It may not feel this way, but a job interview is a two way street. They are learning more about you and your fit for the role. You should find out more about this company, what they offer you, if your values align with the company and will you will fit in with their corporate culture. After applying for so many positions and finally getting the call for an interview, one sometimes forgets that the interview is as much for you as it is for them.
It’s essential to do research about the company. You should identify something unique about them and a recent success or challenge and focus on learning more about that. Once you’ve done all your research about the company, you want that to get noticed. Demonstrating your enthusiasm for the company is easily done by asking thoughtful questions that you couldn’t know to ask unless you’ve done your homework.
Is it important for you to move ahead within the company or will you be content remaining in the role you are applying for? Not everyone wants to be promoted. Whatever your goals, you want to determine if there will be opportunities for you to be challenged within your current or future role. Questions to help you determine those possibilities are important to ask before you commit yourself to a company.
What should I prioritize within my first 90 days? How does my role contribute to the overall success of the company? What are the companys’ most important values? What are the companys’ greatest challenges within the next 3 years? How would you describe the company corporate culture? Why did this position become available? During my research, I learned about XYZ, how does the company plan to overcome this challenge? I was impressed with the companys’ recent success with ABC, how does this contribute to the company metrics this year (you want to reword this question so it makes sense for what the success is, it’s timeframe etc.)? What opportunities are there for growth within my career path?
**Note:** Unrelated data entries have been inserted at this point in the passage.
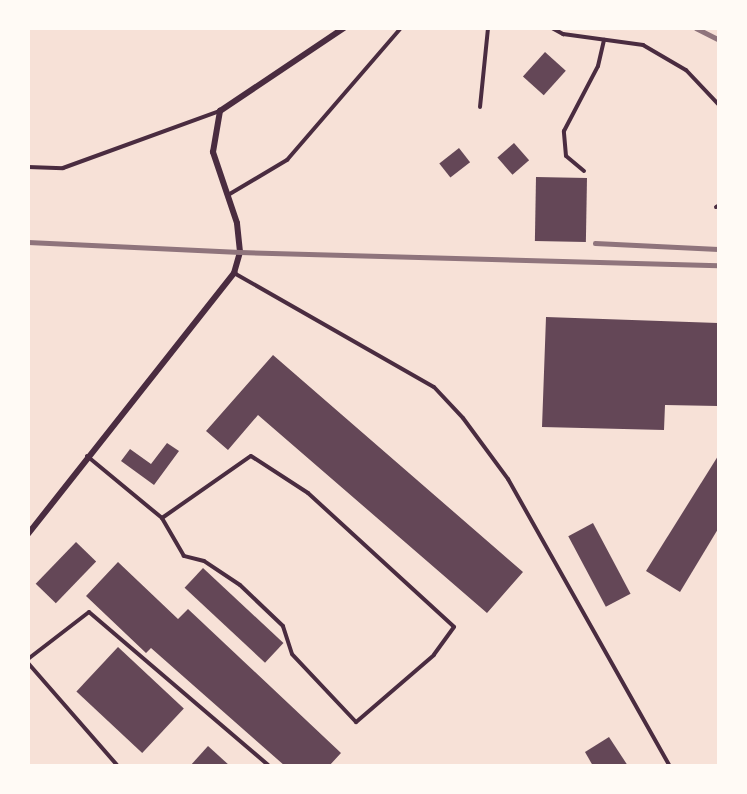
<!DOCTYPE html>
<style>
body{margin:0}
#map{position:relative;width:747px;height:794px;overflow:hidden;background:#f7e1d7;font-family:Rubik,sans-serif}
div>[style]{position:absolute}
[style*='--x']{left:calc(var(--x)*1px);top:calc(var(--y)*1px);width:calc(var(--w)*1px);rotate:calc(var(--a)*1deg)}
.building>*{inset:0;background:#644757;transform-origin:0 0}
.service>*{height:4px;margin:-2px;padding:0 2px;transform-origin:2px;border-radius:2px;background:#4a2c40}
.minor>*{height:6px;margin:-3px;padding:0 3px;transform-origin:3px;border-radius:3px;background:#4a2c40}
.rail>*{height:4.5px;margin:-2.25px;padding:0 2.25px;transform-origin:2.25px;border-radius:2.25px;background:#8f747c}
span{translate:-50% -50%;white-space:nowrap;text-align:center;line-height:1.15;-webkit-text-stroke:4.5px #fffaf5;paint-order:stroke}
.frame{position:absolute;inset:0;border:30px solid #fffaf5;pointer-events:none}
</style>
<div id="map">
<div class="building">
<div style="left:545px;top:52px;width:28px;height:33px;rotate:42deg"></div>
<div style="left:514px;top:143px;width:23px;height:22px;rotate:49deg"></div>
<div style="left:459px;top:148px;width:18px;height:25px;rotate:52deg"></div>
<div style="left:536px;top:177px;width:51px;height:64px;rotate:1deg"></div>
<div style="clip-path:polygon(546px 317px,718px 323px,718px 406px,665px 405px,664px 430px,542px 427px)"></div>
<div style="clip-path:polygon(273px 355px,523px 572px,487px 613px,258px 415px,228px 450px,206px 431px)"></div>
<div style="clip-path:polygon(167px 443px,179px 451px,154px 485px,121px 461px,130px 449px,151px 464px)"></div>
<div style="clip-path:polygon(718px 456px,718px 529px,680px 592px,646px 571px)"></div>
<div style="left:593px;top:523px;width:80px;height:28px;rotate:62deg"></div>
<div style="left:76px;top:542px;width:28px;height:58px;rotate:44deg"></div>
<div style="clip-path:polygon(118px 562px,178px 619px,188px 609px,341px 753px,329px 766px,285px 766px,151px 648px,146px 653px,86px 596px)"></div>
<div style="left:203px;top:568px;width:110px;height:27px;rotate:43deg"></div>
<div style="left:118px;top:647px;width:90px;height:61px;rotate:43deg"></div>
<div style="clip-path:polygon(609px 737px,628px 766px,593px 766px,585px 752px)"></div>
<div style="clip-path:polygon(208px 746px,230px 766px,190px 766px)"></div>
</div>
<div class="service">
<div style="--x:552;--y:28;--w:13;--a:29"></div>
<div style="--x:563;--y:34;--w:81;--a:7.8"></div>
<div style="--x:643;--y:45;--w:50;--a:30.2"></div>
<div style="--x:686;--y:70;--w:47;--a:46.7"></div>
<div style="--x:480;--y:107;--w:79;--a:-84.2"></div>
<div style="--x:28;--y:167;--w:35;--a:2"></div>
<div style="--x:63;--y:168;--w:167;--a:-20"></div>
<div style="--x:584;--y:171;--w:23;--a:-140"></div>
<div style="--x:566;--y:156;--w:25;--a:-95"></div>
<div style="--x:564;--y:131;--w:73;--a:-62.4"></div>
<div style="--x:598;--y:66;--w:27;--a:-77"></div>
<div style="--x:228;--y:195;--w:69;--a:-30.7"></div>
<div style="--x:287;--y:160;--w:174;--a:-49.2"></div>
<div style="--x:716;--y:207;--w:2;--a:-27"></div>
<div style="--x:234;--y:273;--w:230;--a:29.7"></div>
<div style="--x:434;--y:387;--w:42;--a:46.9"></div>
<div style="--x:463;--y:418;--w:76;--a:53.6"></div>
<div style="--x:508;--y:479;--w:330;--a:60.6"></div>
<div style="--x:87;--y:456;--w:97;--a:39.6"></div>
<div style="--x:162;--y:518;--w:108;--a:-34.9"></div>
<div style="--x:251;--y:456;--w:68;--a:33"></div>
<div style="--x:308;--y:493;--w:198;--a:42.5"></div>
<div style="--x:454;--y:627;--w:34;--a:126"></div>
<div style="--x:434;--y:655;--w:103;--a:139.3"></div>
<div style="--x:356;--y:722;--w:93;--a:-133.3"></div>
<div style="--x:292;--y:654;--w:29;--a:-108"></div>
<div style="--x:283;--y:626;--w:59;--a:-136.4"></div>
<div style="--x:240;--y:585;--w:43;--a:-146.3"></div>
<div style="--x:204;--y:561;--w:21;--a:-166"></div>
<div style="--x:184;--y:556;--w:44;--a:-120.1"></div>
<div style="--x:28;--y:659;--w:77;--a:-37.6"></div>
<div style="--x:89;--y:612;--w:237;--a:40.5"></div>
<div style="--x:28;--y:663;--w:137;--a:48.9"></div>
</div>
<div class="minor">
<div style="--x:28;--y:534;--w:333;--a:-51.7"></div>
<div style="--x:234;--y:273;--w:22;--a:-74"></div>
<div style="--x:240;--y:252;--w:29;--a:-96"></div>
<div style="--x:237;--y:223;--w:75;--a:-108.7"></div>
<div style="--x:213;--y:152;--w:42;--a:-80.3"></div>
<div style="--x:220;--y:111;--w:149;--a:-33.8"></div>
</div>
<div class="rail">
<div style="--x:696;--y:28;--w:25;--a:27"></div>
<div style="--x:28;--y:242;--w:212;--a:2.7"></div>
<div style="--x:240;--y:252;--w:478;--a:1.6"></div>
<div style="--x:595;--y:243;--w:123;--a:2.8"></div>
</div>
<div class="frame"></div>
</div>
I suggest asking a few of these questions based on what matters to you and how you wish to demonstrate your extensive research of the company.
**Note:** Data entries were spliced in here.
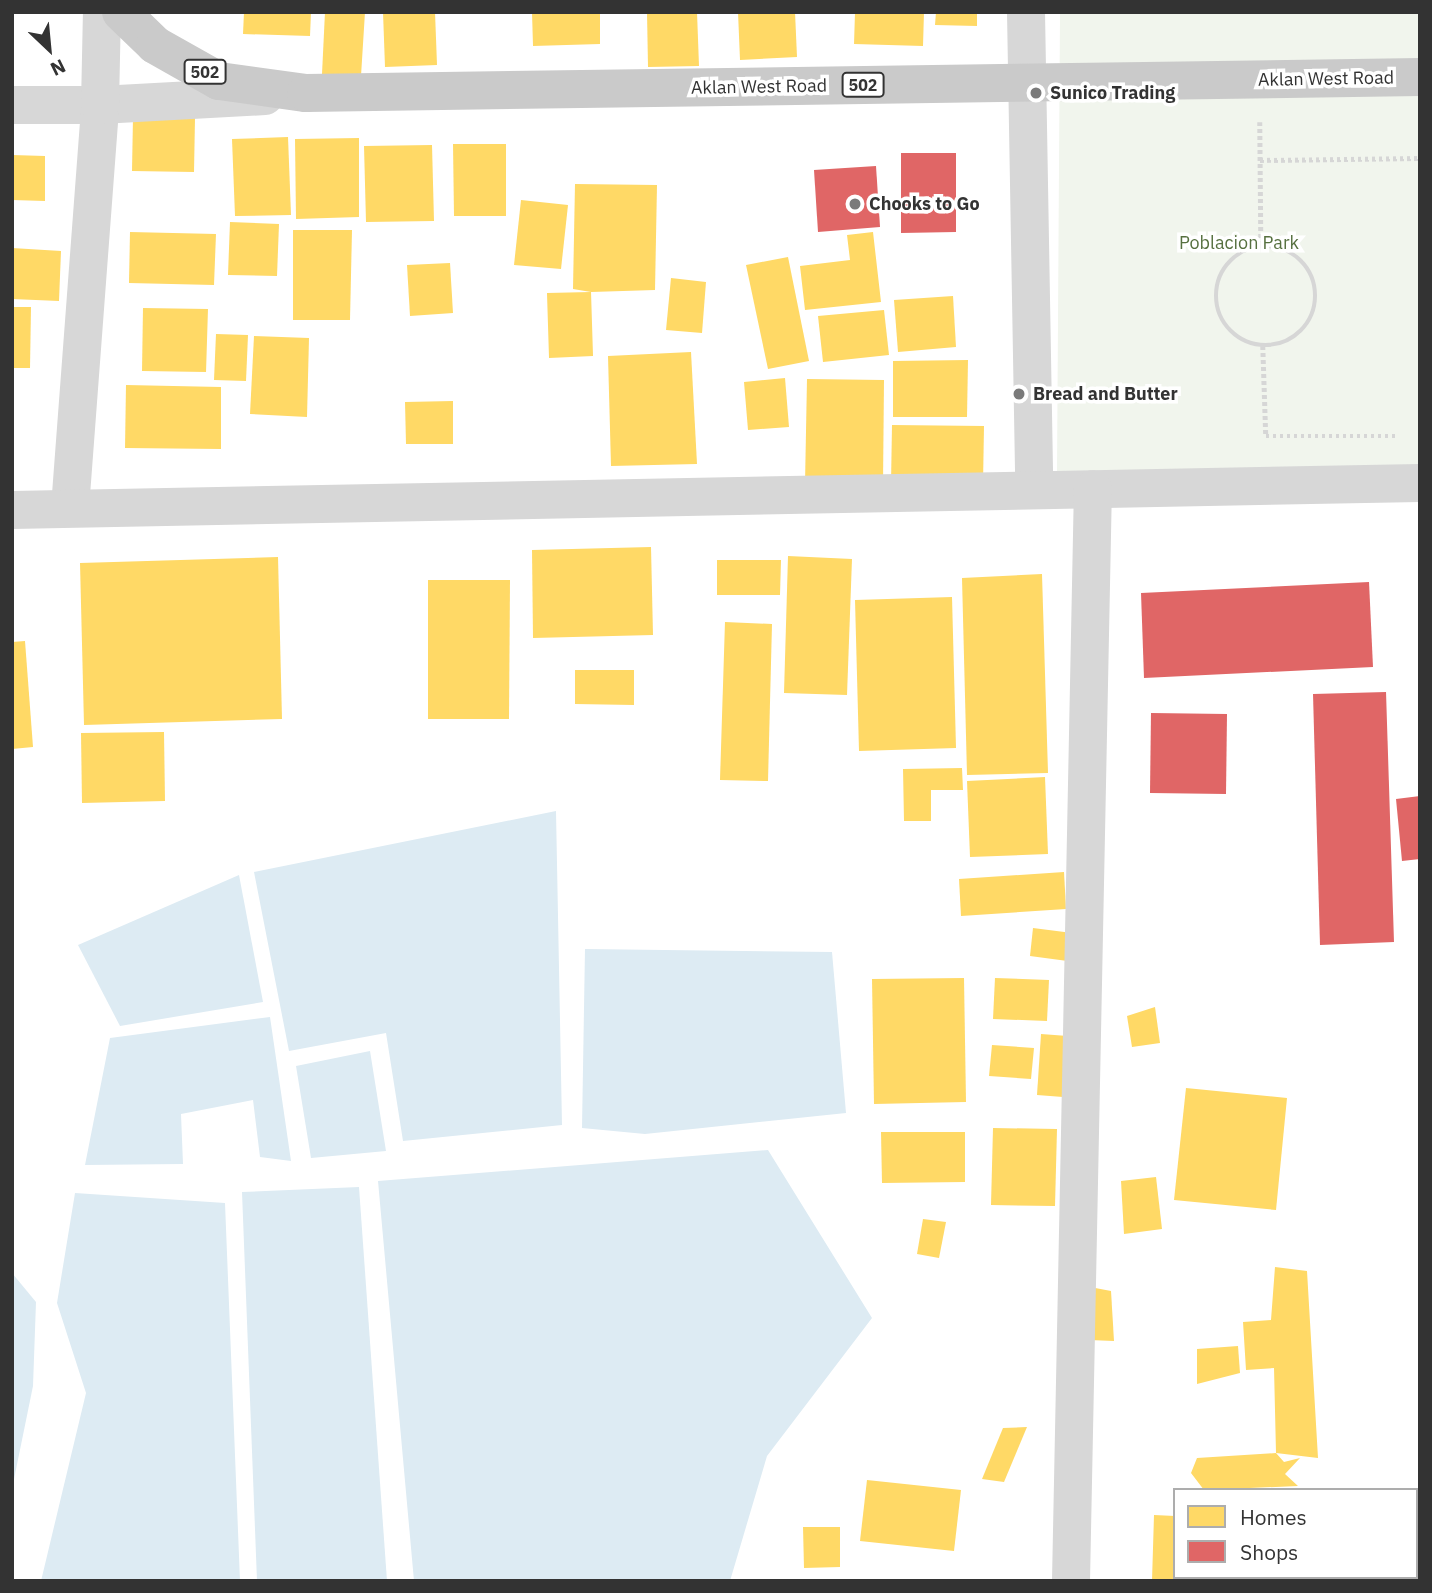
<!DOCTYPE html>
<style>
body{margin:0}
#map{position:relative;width:1432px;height:1593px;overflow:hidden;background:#fff;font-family:"IBM Plex Sans",sans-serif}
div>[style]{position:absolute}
.green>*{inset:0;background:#f1f5ed}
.water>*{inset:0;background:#ddebf3}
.homes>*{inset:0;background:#ffd966}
.shops>*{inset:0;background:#e06666}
.path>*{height:4.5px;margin-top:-2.25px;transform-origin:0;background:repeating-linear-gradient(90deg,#d6d6d6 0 3.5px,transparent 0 7px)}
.path>.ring{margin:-2.25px;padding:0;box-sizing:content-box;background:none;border:4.5px solid #d6d6d6;border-radius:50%}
.minor>*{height:38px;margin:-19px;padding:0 19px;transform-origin:19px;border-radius:19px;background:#d7d7d7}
.major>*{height:38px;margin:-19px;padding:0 19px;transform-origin:19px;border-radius:19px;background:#cacaca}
.dots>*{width:19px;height:19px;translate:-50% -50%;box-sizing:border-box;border:4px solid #fff;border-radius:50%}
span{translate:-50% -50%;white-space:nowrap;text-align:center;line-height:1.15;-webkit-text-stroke:7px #fff;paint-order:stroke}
.shield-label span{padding:2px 5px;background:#fff;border:2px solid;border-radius:5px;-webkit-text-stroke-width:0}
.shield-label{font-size:16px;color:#333;font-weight:700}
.street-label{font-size:18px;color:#333}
.poi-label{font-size:18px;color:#333;font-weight:700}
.left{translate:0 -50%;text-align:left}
.park-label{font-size:18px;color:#56703f}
.frame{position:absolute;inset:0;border:14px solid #333;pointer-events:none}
.legend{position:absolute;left:1173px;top:1488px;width:245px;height:91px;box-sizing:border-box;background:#fff;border:2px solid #adadad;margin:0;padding:9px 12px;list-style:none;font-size:21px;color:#333}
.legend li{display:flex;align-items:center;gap:14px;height:35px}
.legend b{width:35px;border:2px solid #adadad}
.north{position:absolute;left:14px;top:14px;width:70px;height:70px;-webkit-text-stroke:5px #fff;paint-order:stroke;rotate:154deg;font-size:19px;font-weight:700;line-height:28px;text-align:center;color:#333}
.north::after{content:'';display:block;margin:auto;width:24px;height:32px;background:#333;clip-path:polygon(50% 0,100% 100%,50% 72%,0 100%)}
</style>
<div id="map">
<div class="green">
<i style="clip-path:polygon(1060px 12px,1420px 12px,1420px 474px,1057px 474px)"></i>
</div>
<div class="water">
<i style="clip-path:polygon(556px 811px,562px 1125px,403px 1141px,386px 1033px,289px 1051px,254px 872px)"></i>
<i style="clip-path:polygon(239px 875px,263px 1002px,120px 1026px,78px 945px)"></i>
<i style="clip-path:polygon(585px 949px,832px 952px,846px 1113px,645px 1134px,582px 1128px)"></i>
<i style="clip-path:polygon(270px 1017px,291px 1161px,260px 1157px,253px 1100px,181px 1114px,183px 1164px,85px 1165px,110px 1038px)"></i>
<i style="clip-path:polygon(370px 1051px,386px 1151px,311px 1158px,296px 1066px)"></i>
<i style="clip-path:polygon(768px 1150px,872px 1318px,767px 1456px,730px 1581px,414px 1581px,378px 1181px)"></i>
<i style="clip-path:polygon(359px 1187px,387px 1581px,257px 1581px,242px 1192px)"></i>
<i style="clip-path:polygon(75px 1193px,225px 1203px,240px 1581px,41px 1581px,86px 1393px,57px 1303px)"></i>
<i style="clip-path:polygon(12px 1273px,36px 1302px,33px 1386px,12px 1489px)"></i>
</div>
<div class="homes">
<i style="clip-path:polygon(244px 12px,311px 12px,310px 36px,243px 34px)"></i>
<i style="clip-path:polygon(325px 12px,365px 12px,361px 76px,322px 74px)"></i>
<i style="clip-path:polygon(383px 12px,435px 12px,437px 65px,385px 67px)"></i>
<i style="clip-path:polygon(532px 12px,600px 12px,600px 44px,533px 46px)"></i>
<i style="clip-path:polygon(647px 12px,697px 12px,699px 66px,648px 67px)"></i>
<i style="clip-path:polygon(738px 12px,795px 12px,797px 57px,740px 60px)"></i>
<i style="clip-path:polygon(855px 12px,924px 12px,923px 46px,854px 44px)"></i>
<i style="clip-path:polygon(936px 12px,977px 12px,977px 26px,935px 25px)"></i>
<i style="clip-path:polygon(133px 117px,195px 118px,194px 172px,132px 171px)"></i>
<i style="clip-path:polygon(288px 137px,291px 215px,235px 216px,232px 139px)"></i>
<i style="clip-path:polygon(359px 138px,359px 217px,296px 219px,295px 139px)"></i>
<i style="clip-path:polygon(453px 144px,506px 144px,506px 216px,454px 216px)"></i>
<i style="clip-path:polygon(432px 145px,434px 221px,366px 222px,364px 146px)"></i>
<i style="clip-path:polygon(12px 155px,45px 156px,45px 201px,12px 200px)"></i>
<i style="clip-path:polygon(575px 184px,657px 185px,655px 290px,591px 292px,573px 289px)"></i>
<i style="clip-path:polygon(521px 200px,568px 205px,561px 269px,514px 265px)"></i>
<i style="clip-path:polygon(230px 222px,279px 224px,277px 276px,228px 275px)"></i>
<i style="clip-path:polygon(293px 230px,352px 230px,350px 320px,293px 320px)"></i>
<i style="clip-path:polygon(130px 232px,216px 234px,214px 285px,129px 283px)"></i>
<i style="clip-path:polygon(873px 232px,881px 302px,805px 310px,800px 266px,850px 260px,847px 235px)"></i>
<i style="clip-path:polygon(12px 248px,61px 251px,59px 301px,12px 299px)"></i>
<i style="clip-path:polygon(788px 257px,809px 361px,768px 369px,746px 265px)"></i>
<i style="clip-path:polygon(450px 263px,453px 313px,410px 316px,407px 265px)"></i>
<i style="clip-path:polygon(671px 278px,706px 282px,702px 333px,666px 330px)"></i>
<i style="clip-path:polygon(591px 292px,593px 356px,549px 358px,547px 293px)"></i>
<i style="clip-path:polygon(953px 296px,956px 347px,898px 352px,894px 300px)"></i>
<i style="clip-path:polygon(12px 307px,31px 307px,30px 368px,12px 368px)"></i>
<i style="clip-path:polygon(143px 308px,208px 309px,206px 372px,142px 371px)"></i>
<i style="clip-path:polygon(884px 310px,889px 355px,823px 362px,818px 316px)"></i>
<i style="clip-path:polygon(216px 334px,248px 335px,246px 381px,214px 380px)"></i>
<i style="clip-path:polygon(254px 336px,309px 338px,307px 417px,250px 414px)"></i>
<i style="clip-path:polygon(691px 352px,697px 464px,611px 466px,608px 356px)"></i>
<i style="clip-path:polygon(968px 360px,967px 417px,893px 417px,893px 361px)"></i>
<i style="clip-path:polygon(785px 378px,789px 427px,748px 430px,744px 382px)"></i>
<i style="clip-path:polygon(807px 379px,884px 380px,883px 484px,805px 484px)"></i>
<i style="clip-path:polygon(126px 385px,221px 387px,221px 449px,125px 448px)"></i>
<i style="clip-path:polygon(453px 401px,453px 444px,406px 444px,405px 402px)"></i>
<i style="clip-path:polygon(892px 425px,984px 426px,983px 484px,891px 484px)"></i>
<i style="clip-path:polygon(651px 547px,653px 635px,533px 638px,532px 550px)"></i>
<i style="clip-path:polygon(788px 556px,852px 559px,847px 695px,784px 693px)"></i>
<i style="clip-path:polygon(278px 557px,282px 719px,84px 725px,80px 563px)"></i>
<i style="clip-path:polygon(717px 560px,781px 560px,780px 595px,717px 595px)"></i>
<i style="clip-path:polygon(1042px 574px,1048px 773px,967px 775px,962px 578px)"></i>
<i style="clip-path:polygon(428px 580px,510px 580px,509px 719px,428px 719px)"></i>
<i style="clip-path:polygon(952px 597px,956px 748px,859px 751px,855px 600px)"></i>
<i style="clip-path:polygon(725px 622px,772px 624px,768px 781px,720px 780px)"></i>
<i style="clip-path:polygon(25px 641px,33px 747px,12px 749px,12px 642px)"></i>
<i style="clip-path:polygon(575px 670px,634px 670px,634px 705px,575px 704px)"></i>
<i style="clip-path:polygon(164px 732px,165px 801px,82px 803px,81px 733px)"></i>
<i style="clip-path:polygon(962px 768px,963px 790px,931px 790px,931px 821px,904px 821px,903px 769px)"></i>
<i style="clip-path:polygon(1045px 777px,1048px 854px,970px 857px,967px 781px)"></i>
<i style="clip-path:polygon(1064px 872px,1066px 909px,961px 916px,959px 879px)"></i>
<i style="clip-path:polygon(1033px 928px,1080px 934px,1075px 962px,1030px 956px)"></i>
<i style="clip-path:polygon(964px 978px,966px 1102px,874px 1104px,872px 979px)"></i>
<i style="clip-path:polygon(995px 978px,1049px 980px,1047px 1021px,993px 1019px)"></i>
<i style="clip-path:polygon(1155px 1007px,1160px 1043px,1132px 1047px,1127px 1016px)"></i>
<i style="clip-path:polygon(1041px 1034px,1081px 1037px,1076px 1098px,1037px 1095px)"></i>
<i style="clip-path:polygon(992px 1045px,1034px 1048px,1031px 1079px,989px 1076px)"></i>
<i style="clip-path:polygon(1186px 1088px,1287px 1098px,1276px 1210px,1174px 1200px)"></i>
<i style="clip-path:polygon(993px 1128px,1057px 1129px,1055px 1206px,991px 1205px)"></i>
<i style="clip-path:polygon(881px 1132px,965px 1132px,965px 1182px,882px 1183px)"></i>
<i style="clip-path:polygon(1156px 1177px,1162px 1229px,1124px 1234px,1121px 1181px)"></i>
<i style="clip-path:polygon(923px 1219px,946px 1222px,939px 1258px,917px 1254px)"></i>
<i style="clip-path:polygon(1275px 1267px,1307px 1271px,1318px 1458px,1276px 1453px,1274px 1368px,1246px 1370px,1243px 1322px,1271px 1320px)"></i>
<i style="clip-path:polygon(1090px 1287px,1111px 1291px,1114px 1341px,1089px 1340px)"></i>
<i style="clip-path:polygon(1238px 1346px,1240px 1373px,1197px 1384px,1197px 1349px)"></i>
<i style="clip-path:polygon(1027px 1427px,1004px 1482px,982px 1479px,1003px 1428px)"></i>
<i style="clip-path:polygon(1276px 1453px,1284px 1462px,1300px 1458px,1285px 1474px,1298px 1486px,1204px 1490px,1191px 1473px,1197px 1458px)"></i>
<i style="clip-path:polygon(867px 1480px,961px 1490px,954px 1551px,860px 1541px)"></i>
<i style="clip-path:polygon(1154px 1515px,1175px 1516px,1175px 1577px,1213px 1577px,1213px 1581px,1152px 1581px)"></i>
<i style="clip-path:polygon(803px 1527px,840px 1527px,840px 1567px,804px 1568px)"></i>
</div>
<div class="shops">
<i style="clip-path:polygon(901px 153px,956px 153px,956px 232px,901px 233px)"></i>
<i style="clip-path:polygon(876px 166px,880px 227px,818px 232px,814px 170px)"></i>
<i style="clip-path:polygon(1369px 582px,1373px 667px,1144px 678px,1141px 593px)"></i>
<i style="clip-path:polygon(1386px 692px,1394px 942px,1320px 945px,1313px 694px)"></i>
<i style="clip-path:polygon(1151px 713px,1227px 714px,1226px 794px,1150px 793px)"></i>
<i style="clip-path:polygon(1420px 796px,1420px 859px,1402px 861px,1396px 799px)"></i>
</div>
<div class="path">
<i style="left:1260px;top:122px;width:125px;rotate:89.5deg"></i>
<i style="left:1260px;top:160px;width:160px;rotate:-0.7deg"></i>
<i class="ring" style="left:1216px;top:246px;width:95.5px;height:95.5px"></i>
<i style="left:1263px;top:346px;width:90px;rotate:88.1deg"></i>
<i style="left:1266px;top:436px;width:132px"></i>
</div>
<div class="minor">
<i style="left:1026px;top:12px;width:478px;rotate:89deg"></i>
<i style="left:12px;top:105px;width:88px"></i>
<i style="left:100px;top:105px;width:165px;rotate:-3.1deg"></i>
<i style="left:70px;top:508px;width:404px;rotate:-85.7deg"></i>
<i style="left:100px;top:105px;width:93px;rotate:-88.8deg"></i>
<i style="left:12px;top:510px;width:1408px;rotate:-1.1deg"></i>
<i style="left:1071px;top:1581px;width:1092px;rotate:-88.85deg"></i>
</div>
<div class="major">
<i style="left:121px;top:12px;width:47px;rotate:44.1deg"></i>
<i style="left:155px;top:45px;width:73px;rotate:29.4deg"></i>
<i style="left:219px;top:81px;width:88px;rotate:7.9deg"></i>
<i style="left:306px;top:93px;width:1114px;rotate:-0.82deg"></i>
</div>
<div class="dots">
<i style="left:1036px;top:93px;background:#7a7a7a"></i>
<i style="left:855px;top:204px;background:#7a7a7a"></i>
<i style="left:1019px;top:394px;background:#7a7a7a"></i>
</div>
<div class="shield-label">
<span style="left:205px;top:72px">502</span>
<span style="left:863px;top:85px">502</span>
</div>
<div class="street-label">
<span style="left:1326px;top:79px;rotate:-1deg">Aklan West Road</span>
<span style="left:759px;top:87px;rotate:-1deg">Aklan West Road</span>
</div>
<div class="poi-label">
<span class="left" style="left:1050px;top:93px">Sunico Trading</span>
<span class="left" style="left:869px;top:204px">Chooks to Go</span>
<span class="left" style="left:1033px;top:394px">Bread and Butter</span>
</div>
<div class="park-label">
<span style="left:1239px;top:243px">Poblacion Park</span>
</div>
<div class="frame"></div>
<ul class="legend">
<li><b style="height:19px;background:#ffd966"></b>Homes</li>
<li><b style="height:19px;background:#e06666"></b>Shops</li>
</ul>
<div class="north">N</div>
</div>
Observations about Corporate Culture
There’s a lot you can find out simply by observing. Typically, you sit in the waiting room for a bit. You may have a chance to witness some employee interactions and learn about the corporate culture. Upon walking to the interview room, take the time to look. Do you see employees working on a project together, are they having a healthy debate, are they laughing, listen to what is going on for those few moments? I remember walking into a company for a job interview myself and everyone was in their work areas, there was little to no interaction and I could sense the energy was not good. I did come to find out there were recent layoffs at that company and morale was at an all-time low. If I hadn’t taken the time to observe, I never would have asked the right questions.
Keep in mind, this is your opportunity to interview the company, to see if this company is the right one for you. It may surprise you what you can find out if you ask the right questions. The key is to listen well, make your own observations about the corporate culture and try to gather as much information as possible so you can make a sound decision about the next move in your career.